**Source material:**
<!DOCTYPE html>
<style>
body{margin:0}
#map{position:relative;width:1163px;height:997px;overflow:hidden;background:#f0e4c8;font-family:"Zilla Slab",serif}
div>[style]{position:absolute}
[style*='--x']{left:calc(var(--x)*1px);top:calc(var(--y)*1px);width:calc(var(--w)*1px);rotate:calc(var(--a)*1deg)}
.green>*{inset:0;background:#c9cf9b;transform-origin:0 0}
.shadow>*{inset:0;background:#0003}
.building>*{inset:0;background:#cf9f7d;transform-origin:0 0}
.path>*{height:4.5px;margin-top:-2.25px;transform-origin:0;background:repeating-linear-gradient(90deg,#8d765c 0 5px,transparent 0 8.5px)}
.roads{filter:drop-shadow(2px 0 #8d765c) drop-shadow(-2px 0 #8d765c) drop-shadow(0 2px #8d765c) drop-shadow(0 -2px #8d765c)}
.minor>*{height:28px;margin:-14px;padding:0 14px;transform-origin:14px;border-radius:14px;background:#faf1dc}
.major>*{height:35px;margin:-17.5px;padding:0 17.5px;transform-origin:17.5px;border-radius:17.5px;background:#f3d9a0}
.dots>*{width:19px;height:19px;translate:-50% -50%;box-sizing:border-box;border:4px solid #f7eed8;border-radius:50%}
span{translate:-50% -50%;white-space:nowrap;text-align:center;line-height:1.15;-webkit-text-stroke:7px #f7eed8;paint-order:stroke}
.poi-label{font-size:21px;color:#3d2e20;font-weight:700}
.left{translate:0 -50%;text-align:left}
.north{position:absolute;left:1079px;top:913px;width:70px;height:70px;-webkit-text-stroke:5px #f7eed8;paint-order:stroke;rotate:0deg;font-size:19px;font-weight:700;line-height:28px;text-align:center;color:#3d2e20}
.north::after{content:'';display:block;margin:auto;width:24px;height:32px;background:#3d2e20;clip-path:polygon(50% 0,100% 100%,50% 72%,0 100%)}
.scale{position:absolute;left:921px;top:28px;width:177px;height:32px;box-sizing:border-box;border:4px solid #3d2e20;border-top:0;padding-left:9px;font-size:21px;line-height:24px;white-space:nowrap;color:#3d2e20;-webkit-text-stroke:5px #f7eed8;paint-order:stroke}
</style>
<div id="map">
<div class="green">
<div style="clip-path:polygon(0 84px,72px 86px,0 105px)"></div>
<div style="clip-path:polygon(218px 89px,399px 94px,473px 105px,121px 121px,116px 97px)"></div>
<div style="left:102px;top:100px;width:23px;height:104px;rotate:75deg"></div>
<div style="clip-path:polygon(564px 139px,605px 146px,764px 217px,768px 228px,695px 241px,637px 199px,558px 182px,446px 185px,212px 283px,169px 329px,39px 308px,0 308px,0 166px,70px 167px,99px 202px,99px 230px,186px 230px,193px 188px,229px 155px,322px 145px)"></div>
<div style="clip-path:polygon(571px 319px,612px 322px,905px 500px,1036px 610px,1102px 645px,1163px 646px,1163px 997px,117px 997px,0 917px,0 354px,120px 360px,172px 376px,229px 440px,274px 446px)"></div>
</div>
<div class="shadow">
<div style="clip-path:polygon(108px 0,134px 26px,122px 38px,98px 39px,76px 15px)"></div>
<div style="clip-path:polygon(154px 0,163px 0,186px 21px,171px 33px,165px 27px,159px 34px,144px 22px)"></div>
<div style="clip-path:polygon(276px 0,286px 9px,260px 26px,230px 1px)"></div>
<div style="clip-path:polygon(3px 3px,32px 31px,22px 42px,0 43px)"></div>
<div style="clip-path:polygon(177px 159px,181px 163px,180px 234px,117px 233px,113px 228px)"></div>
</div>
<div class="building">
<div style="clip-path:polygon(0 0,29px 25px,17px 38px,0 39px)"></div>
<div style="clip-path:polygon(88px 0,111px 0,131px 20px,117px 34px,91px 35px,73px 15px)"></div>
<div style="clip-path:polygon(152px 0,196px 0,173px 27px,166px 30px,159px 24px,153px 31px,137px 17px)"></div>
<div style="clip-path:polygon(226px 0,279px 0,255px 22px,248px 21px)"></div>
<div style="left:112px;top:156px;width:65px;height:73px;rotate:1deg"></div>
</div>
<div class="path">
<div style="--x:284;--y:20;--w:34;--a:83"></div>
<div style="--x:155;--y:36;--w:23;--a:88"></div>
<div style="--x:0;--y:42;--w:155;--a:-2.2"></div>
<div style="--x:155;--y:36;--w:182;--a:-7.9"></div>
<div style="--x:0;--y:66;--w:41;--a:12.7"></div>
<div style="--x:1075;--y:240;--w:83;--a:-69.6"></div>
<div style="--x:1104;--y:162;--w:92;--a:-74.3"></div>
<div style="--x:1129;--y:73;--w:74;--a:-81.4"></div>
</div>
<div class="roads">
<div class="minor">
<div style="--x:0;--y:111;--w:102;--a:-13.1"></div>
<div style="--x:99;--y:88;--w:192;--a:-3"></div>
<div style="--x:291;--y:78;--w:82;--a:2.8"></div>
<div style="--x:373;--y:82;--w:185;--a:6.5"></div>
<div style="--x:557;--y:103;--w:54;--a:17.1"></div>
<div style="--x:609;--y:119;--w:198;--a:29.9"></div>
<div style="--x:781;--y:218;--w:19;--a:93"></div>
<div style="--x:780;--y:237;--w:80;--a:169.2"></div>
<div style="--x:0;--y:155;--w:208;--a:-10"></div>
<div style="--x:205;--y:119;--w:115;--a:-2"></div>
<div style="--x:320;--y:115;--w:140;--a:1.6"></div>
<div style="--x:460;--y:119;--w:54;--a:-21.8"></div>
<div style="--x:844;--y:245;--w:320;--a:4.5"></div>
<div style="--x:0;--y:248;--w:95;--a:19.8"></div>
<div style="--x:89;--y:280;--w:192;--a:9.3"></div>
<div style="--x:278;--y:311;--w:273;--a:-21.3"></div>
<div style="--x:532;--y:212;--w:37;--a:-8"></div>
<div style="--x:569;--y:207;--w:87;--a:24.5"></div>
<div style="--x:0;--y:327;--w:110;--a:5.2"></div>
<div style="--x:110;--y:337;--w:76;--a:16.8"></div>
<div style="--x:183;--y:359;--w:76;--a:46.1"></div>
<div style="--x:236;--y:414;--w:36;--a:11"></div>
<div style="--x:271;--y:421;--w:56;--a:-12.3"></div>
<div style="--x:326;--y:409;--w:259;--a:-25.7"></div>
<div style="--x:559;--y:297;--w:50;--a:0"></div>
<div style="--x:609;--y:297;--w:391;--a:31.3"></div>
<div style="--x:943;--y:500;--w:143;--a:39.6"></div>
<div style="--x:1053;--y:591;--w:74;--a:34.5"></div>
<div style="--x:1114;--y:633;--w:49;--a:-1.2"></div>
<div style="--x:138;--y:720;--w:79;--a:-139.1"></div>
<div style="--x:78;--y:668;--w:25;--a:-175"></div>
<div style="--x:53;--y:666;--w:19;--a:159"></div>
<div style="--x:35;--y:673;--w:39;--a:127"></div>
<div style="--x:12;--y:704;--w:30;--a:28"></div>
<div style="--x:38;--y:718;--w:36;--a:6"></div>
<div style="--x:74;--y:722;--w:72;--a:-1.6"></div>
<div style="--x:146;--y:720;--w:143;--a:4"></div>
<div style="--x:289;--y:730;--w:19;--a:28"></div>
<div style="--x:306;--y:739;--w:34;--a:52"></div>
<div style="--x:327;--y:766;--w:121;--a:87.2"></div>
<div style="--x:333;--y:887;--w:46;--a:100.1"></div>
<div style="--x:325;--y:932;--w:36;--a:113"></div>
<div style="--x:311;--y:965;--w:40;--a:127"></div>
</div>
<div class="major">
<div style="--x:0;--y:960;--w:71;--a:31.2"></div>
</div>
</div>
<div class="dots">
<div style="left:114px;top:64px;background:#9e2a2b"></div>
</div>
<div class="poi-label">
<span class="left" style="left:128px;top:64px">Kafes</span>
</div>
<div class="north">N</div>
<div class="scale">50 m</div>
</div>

**Your objective:** Lines from the start of the material through the line containing "0 #8d765c) drop-shadow(-2px" are wanted. Write them out exactly.

**Written response:**
<!DOCTYPE html>
<style>
body{margin:0}
#map{position:relative;width:1163px;height:997px;overflow:hidden;background:#f0e4c8;font-family:"Zilla Slab",serif}
div>[style]{position:absolute}
[style*='--x']{left:calc(var(--x)*1px);top:calc(var(--y)*1px);width:calc(var(--w)*1px);rotate:calc(var(--a)*1deg)}
.green>*{inset:0;background:#c9cf9b;transform-origin:0 0}
.shadow>*{inset:0;background:#0003}
.building>*{inset:0;background:#cf9f7d;transform-origin:0 0}
.path>*{height:4.5px;margin-top:-2.25px;transform-origin:0;background:repeating-linear-gradient(90deg,#8d765c 0 5px,transparent 0 8.5px)}
.roads{filter:drop-shadow(2px 0 #8d765c) drop-shadow(-2px 0 #8d765c) drop-shadow(0 2px #8d765c) drop-shadow(0 -2px #8d765c)}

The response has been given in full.